The Armenians, an ancient people living on an ancient land, call Armenia “Hayastan,” and themselves “Hay.” Oral history explains the lineage of the Armenian people as being the direct descendants of Noah’s son Habeth. The indigenous people of the land of Ararat, Armenians forged their national identity with the rise of powerful Armenian kingdoms, the adoption of Christianity as Armenia’s state religion, and the creation of the Armenian alphabet, which spurred the development of literature, philosophy, and science.
Population of Armenia
During 2019 Armenia population is projected to increase by 11,093 people and reach 3,066,998 in the beginning of 2020. The natural increase is expected to be positive, as the number of births will exceed the number of deaths by 13,110. If external migration will remain on the previous year level, the population will be declined by 2,017 due to the migration reasons. It means that the number of people who leave Armenia to settle permanently in another country (emigrants) will prevail over the number of people who move into the country (to which they are not native) in order to settle there as permanent residents (immigrants).
Language of Armenia
The official language of Armenia is Armenian while Assyrian, Greek, Russian, and Yazidi Kurdish are the major minority languages spoken in the country.
Currency of Armenia
The official currency of Armenia is the dram.

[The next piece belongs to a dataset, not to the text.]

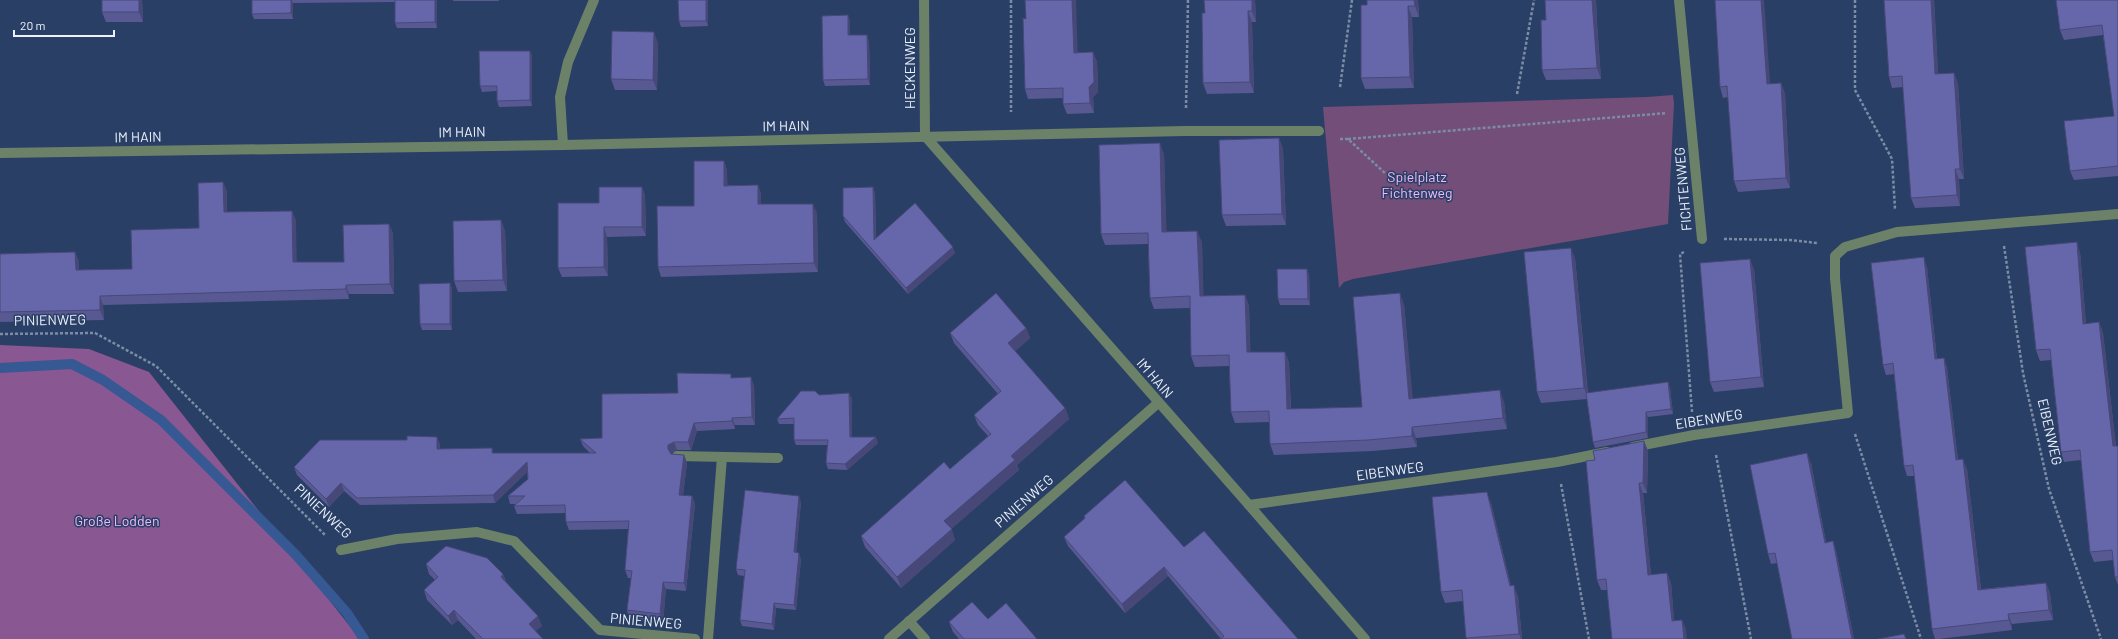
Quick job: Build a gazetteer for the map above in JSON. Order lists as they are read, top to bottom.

The dram is the recognized monetary unit in circulation in Armenia The term “dram,” when translated into English, means “money.” It stands cognate with dirham in Arabic as well as drachma in Greek, and one dram is made up of has 100 luma. The pre-history of a dram currency dates back to 1199 to 1375, a period during which silver coins referred to as dram circulated. The nation’s noted artists and scientists and historical and cultural monuments are drawn on Armenian banknotes.
Best Time to Visit Armenia
If you’re planning to visit Armenia, the best time to head to this country would be the beginning and ending months of summer – late May and early June or else late September and early October. This is the time when the heat is comparatively less and the weather is comfortable and idle for exploration.